IPv6 will require learning curve for network admins
Independent lab says training is needed
Computerworld - Business IT managers be forewarned: Implementing networks with the emerging Internet Protocol Version 6 standard will take substantial preparation, including training developers and IPv6 administrators charged with provisioning office applications.
"We've found a gap in the knowledge of administrators and IPv6 developers. There's a learning curve in setting up these environments," said Erica Johnson, the IPv6 consortium manager at the independent InterOperability Laboratory at the University of New Hampshire in Durham, N.H.

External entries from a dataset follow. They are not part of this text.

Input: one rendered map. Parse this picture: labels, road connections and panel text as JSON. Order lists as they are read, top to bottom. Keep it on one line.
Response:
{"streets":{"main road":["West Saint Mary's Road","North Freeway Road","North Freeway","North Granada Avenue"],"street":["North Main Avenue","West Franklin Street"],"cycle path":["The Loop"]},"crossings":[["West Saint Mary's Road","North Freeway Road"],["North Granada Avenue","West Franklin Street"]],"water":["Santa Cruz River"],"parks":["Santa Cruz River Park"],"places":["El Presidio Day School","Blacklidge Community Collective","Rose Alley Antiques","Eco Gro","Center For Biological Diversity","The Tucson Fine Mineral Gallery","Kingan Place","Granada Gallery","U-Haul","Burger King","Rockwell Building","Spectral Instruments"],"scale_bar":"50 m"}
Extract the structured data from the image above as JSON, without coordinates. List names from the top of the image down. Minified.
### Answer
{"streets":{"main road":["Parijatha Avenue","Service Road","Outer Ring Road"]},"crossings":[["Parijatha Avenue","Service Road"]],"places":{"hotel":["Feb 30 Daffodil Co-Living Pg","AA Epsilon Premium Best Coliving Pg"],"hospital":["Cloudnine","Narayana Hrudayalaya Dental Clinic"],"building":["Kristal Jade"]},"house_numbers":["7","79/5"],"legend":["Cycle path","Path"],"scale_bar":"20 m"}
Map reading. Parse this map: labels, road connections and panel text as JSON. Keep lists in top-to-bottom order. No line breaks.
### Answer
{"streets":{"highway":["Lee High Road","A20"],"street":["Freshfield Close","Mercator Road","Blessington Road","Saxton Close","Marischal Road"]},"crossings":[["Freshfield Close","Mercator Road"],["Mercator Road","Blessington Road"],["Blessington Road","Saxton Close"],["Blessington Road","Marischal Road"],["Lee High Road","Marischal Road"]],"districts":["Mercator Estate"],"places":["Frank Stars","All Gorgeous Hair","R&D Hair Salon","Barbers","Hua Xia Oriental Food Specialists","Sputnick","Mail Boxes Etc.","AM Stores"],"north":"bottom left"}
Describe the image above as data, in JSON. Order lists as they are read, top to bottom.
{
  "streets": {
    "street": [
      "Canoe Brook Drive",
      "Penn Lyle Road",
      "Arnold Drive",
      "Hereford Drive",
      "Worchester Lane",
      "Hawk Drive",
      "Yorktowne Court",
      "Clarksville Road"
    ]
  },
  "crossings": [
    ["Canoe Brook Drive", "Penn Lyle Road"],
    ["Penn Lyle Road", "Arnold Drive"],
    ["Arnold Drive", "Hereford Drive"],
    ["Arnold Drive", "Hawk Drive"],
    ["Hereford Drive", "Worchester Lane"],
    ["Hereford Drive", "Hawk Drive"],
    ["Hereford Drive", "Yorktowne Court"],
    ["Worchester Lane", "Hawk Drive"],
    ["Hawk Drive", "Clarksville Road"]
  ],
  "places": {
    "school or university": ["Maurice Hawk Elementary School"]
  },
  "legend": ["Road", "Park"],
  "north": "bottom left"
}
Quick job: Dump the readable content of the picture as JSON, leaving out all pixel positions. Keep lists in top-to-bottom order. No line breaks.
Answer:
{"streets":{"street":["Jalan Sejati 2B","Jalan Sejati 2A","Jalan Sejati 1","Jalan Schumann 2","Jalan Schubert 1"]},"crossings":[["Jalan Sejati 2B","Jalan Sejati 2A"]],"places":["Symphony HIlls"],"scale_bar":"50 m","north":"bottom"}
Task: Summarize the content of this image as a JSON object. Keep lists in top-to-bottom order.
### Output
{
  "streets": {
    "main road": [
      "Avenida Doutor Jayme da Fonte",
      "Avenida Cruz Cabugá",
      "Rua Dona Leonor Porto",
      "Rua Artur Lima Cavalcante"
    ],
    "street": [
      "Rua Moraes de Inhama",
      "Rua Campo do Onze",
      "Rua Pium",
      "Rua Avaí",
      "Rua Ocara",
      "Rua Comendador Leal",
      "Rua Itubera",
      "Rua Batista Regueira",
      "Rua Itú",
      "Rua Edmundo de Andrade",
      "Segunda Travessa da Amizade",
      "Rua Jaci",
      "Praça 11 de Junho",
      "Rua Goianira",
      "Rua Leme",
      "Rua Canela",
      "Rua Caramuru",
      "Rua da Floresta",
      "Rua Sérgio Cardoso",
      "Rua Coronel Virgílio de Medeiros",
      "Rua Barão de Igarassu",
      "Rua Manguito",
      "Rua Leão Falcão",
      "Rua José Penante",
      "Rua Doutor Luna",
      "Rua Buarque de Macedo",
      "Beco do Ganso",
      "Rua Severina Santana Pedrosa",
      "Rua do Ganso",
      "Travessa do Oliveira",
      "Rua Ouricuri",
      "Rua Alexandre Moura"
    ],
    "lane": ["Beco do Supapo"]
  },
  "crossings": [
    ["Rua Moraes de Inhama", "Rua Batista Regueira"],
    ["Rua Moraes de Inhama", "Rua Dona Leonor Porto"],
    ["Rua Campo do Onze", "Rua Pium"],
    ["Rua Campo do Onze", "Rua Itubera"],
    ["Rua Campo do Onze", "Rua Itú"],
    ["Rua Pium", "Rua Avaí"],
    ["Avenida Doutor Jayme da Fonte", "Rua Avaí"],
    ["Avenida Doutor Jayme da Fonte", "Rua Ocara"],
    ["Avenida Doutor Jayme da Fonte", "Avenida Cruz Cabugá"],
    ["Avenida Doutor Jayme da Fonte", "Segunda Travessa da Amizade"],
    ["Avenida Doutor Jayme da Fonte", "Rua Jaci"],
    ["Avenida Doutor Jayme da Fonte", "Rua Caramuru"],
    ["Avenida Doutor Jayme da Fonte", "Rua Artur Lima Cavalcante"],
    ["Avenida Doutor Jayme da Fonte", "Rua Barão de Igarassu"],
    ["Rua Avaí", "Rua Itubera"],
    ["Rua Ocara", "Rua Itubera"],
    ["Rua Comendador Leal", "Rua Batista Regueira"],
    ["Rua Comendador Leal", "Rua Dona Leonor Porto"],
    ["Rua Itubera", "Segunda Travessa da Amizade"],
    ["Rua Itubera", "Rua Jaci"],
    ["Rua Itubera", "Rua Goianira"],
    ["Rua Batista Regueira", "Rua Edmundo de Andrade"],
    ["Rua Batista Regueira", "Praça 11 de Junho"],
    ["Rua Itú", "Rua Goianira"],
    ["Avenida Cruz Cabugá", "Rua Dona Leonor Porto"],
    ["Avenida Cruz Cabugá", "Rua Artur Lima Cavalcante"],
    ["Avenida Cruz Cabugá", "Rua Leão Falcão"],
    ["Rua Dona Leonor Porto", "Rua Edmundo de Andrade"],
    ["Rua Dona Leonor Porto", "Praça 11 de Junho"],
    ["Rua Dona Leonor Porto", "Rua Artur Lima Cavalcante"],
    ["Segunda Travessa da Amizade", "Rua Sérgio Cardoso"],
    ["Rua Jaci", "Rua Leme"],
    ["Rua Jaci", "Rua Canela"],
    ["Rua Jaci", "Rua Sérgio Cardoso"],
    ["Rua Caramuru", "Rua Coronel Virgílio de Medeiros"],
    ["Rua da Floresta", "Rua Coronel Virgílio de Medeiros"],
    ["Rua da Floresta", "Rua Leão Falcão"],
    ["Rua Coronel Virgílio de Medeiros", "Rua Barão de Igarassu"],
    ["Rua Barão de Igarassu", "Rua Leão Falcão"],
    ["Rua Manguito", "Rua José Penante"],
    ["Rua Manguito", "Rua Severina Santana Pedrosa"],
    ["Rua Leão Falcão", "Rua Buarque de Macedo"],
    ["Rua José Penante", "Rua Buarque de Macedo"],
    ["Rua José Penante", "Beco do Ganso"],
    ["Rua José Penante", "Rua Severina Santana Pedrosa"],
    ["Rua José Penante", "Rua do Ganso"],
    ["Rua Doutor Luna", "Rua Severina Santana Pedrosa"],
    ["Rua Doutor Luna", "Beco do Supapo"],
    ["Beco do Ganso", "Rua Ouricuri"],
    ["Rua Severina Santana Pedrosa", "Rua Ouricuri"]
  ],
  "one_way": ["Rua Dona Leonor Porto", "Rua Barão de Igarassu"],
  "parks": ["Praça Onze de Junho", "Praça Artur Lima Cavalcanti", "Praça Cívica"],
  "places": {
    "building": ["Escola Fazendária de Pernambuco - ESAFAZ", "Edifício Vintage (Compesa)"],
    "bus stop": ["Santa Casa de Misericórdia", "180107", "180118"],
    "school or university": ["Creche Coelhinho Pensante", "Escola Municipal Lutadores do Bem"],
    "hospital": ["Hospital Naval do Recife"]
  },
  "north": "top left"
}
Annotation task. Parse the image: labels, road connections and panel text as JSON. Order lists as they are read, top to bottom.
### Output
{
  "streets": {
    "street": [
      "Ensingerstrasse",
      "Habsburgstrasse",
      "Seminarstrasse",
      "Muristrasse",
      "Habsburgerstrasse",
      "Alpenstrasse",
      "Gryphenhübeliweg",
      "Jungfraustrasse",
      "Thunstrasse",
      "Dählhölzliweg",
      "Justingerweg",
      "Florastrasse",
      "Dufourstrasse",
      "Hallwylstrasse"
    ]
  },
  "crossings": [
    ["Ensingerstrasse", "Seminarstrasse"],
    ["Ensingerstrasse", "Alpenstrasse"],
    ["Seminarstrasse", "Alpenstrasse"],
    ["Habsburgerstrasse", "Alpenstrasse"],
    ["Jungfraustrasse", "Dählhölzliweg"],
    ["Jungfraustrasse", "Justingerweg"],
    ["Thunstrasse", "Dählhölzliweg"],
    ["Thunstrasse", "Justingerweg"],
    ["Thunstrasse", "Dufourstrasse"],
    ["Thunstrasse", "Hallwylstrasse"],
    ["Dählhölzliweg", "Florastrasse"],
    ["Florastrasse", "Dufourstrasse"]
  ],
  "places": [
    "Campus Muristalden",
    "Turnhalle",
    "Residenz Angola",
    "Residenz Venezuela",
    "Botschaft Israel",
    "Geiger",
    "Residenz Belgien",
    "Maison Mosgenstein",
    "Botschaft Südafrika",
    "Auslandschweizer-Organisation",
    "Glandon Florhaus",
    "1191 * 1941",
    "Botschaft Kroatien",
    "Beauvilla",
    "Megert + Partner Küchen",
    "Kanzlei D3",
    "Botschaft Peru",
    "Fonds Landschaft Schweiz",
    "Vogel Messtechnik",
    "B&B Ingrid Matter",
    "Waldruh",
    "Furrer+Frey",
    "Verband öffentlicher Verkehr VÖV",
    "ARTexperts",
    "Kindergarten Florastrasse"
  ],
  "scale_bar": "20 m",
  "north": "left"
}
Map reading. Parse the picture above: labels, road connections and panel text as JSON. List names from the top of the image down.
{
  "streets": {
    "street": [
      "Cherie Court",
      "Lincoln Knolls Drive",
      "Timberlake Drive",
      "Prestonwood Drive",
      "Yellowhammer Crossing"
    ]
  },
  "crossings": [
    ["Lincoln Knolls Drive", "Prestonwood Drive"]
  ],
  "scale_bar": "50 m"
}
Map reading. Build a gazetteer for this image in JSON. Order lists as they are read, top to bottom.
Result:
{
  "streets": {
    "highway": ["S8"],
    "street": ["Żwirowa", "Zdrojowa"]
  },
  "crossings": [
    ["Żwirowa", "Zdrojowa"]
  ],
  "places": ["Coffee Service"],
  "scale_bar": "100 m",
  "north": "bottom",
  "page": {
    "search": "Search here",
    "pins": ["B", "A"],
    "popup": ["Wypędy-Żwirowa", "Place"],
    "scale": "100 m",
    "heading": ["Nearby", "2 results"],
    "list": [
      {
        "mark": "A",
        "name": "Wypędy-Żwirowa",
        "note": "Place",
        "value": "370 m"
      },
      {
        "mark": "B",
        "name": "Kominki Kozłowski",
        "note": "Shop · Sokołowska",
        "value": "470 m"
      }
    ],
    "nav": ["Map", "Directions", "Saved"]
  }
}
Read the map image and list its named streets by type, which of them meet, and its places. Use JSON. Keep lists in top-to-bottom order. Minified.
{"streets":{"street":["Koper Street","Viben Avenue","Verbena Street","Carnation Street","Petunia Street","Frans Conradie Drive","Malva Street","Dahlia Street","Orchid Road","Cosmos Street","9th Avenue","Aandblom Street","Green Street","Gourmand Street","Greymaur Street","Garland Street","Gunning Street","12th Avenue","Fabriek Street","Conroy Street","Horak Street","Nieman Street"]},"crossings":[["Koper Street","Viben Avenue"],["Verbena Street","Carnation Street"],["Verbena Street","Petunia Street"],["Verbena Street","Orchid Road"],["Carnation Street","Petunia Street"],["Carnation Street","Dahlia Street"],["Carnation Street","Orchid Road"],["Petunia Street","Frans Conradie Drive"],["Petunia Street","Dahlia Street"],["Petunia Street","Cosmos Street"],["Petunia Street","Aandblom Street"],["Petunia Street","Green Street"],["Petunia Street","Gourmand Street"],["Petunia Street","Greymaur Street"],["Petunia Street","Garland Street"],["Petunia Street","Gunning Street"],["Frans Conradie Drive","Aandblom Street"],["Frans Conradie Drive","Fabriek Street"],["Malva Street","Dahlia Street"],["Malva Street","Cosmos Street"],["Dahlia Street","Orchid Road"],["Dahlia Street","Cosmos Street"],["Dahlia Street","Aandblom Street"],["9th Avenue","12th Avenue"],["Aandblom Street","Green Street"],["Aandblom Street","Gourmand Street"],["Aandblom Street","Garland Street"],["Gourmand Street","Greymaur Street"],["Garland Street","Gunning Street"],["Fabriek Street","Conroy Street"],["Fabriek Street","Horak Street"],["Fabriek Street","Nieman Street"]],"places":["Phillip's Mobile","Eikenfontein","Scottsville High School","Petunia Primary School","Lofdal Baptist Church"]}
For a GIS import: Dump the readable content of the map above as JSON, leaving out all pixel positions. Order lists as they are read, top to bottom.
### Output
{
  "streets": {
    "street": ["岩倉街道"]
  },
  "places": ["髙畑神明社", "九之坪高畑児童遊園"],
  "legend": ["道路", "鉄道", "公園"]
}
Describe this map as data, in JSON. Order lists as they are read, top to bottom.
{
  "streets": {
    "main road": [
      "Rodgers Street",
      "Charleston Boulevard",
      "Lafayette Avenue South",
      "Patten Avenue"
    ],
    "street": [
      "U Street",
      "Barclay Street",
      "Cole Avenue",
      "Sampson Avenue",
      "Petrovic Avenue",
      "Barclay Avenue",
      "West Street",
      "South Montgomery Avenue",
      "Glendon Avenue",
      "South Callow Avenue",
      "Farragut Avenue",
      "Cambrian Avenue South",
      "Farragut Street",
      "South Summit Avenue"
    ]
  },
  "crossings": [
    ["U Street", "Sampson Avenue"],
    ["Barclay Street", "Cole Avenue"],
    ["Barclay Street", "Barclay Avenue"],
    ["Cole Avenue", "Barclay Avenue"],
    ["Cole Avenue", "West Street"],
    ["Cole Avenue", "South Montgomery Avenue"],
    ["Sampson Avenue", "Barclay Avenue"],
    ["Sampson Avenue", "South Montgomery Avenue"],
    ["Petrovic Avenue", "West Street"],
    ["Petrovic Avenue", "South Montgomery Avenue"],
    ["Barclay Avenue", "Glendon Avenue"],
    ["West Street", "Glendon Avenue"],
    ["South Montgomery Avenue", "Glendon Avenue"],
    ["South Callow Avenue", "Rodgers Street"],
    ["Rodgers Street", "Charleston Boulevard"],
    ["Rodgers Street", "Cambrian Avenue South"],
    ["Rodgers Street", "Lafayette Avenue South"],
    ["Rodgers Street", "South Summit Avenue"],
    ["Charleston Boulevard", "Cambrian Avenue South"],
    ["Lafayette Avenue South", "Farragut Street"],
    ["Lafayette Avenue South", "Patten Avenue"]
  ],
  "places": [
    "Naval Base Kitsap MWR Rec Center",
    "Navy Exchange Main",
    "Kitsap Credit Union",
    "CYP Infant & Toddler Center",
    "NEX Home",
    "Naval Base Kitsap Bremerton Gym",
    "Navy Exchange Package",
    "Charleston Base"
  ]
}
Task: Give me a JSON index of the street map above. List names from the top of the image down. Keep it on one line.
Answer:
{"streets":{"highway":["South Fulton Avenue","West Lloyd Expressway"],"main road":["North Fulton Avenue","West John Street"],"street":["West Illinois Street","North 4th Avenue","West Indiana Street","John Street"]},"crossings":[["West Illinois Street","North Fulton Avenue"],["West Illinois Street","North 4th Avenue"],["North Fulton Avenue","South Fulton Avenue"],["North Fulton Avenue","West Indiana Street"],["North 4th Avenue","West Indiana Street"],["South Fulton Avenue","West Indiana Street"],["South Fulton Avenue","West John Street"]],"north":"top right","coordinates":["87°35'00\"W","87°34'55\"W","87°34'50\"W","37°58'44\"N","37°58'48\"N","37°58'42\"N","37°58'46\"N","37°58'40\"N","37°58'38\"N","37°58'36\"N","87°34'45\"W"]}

Johnson said her team discovered the knowledge gap during a recent test of IPv6 with 13 vendors' applications, including Adobe Systems Inc.'s Dreamweaver and Microsoft Corp.'s MeetingSpace.
Johnson said the test showed some successes, including the ability to send a complex transmission over a fail-over link that kicked in quickly when a primary link failed. However, the test, which was performed June 18 to 22, also revealed that problems developed for system administrators setting up IPv6 networking. The concerns were over the implementations and not the actual IPv6 protocol, she noted.
"It's not intuitive to an administrator what's IPv6-capable and what's not, and what supports what, so we had to walk [the testers] through the process," she said. "That's not going to work and can slow a person down many days." She cited as an example one administrator who was setting up a file server with IPv6, a process that took about a month.
The implications for businesses include the fact that IT managers need to do an inventory of what network nodes will remain on IPv4, and what will be implemented on IPv6 as a business grows, Johnson said. In addition, human resources departments need to be prepared for added training costs to prepare network engineers.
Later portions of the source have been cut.